Они, как ужаленные, вскочили и напряглись. Делать было нечего. Все они, наряженные так, словно ехали на свадьбу, не могли поверить в то, что отец не собирается делиться ничем с любимыми племянниками, которые привыкли к тому, что до встречи с моей матерью тот всегда во всем им помогал.
— Сложно, наверное, воспитывать, неродную дочь, — в этот момент в комнату вошла мать и услышала эти слова. Она пришла в бешенство.
Ее ругань пошла на двух языках. Я еле сдержала ее, чтобы она не врезала кому-то из них.
— Как так можно? — крикнула она.
Троица захлопнула за собой дверь.
— Они еще до этого проели мне все мозги! — мать вырвалась, подбегая к двери. Я схватила ее и пыталась удержать.
— Мама, мама, прошу, ты ничего не изменишь своими криками. Это лишь эмоции.
Нервы Хельги были расшатаны.
— Как же это не родного ребенка? Да ты у нас самый родной и дорогой человечек, — мать паниковала. Я отвела ее в комнату, где сидел отец. Он молча встал и хотел было уйти.
— Пап, ты же знал, что так будет. Зачем пригласил их?

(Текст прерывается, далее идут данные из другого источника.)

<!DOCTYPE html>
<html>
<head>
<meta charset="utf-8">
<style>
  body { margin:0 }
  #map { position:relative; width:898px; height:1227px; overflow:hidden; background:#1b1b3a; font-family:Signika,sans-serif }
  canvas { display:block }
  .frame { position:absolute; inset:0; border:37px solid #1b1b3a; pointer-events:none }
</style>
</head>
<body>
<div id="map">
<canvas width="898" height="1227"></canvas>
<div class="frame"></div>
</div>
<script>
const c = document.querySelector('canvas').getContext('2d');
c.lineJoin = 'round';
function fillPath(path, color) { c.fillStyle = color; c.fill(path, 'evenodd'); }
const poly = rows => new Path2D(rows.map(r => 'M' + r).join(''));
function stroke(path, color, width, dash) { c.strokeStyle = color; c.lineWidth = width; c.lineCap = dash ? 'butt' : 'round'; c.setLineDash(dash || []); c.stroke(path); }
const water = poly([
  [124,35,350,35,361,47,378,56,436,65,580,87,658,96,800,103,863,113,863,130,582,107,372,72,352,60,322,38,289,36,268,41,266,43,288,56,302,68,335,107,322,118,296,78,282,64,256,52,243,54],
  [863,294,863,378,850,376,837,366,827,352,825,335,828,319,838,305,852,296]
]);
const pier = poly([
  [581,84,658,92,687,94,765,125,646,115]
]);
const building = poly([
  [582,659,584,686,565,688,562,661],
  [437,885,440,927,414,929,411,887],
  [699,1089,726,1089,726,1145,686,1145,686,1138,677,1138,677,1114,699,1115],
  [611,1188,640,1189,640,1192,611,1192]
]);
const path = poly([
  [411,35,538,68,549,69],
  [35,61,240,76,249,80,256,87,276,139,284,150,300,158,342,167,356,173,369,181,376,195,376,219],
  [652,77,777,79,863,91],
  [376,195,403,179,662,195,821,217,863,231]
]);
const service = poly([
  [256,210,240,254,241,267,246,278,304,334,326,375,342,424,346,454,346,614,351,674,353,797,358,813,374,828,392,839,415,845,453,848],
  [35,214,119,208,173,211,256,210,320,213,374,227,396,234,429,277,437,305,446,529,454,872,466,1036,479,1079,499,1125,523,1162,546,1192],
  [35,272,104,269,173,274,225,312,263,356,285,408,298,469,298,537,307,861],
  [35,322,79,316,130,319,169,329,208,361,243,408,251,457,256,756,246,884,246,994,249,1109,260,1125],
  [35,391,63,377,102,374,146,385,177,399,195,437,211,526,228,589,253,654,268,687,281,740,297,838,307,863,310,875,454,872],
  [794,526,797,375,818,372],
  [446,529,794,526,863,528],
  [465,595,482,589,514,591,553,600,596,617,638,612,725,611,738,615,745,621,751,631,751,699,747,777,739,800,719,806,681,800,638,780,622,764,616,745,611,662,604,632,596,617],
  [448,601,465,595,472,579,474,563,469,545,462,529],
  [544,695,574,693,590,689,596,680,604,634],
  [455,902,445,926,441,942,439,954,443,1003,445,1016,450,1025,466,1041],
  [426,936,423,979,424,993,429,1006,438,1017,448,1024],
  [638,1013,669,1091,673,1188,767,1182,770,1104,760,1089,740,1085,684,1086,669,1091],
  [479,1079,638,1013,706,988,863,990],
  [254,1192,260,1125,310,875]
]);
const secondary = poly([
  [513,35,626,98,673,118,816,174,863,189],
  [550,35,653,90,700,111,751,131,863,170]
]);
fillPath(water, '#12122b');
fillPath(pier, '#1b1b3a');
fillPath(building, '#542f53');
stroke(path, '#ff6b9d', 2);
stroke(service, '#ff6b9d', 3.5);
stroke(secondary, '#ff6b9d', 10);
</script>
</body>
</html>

Отец повернулся. И я увидела, что он плачет.
— Знаешь, — прошептал он, — я всю жизнь жил с моими братьями. Меня учила моя мать, что нужно обязательно поддерживать с ними хорошие отношения, потому что мои братья — это родная кровь. Их дети — тоже моя кровь. Никого нет роднее, чем человек одной с тобой крови. Разве, может быть иначе?
Он повернулся и пошел на кухню. Далее они молча оделись с Йоном и пошли на улицу. Мать осталась со мной. Она говорила по-немецки, поэтому я мало что понимала из ее слов. Но вся эта ситуация добила ее.
До самой ночи мы почти, что не общались. И когда стало темнеть, то начался сильный дождь. Отец, вроде, после прогулки с внуком, немного отошел. Попытался заговорить с матерью и как-то наладить отношения.
Голова сильно болела после пережитого за этот день. Мы с Йоном готовились ко сну, как вдруг услышали голоса внизу. Говорили отец, мать и…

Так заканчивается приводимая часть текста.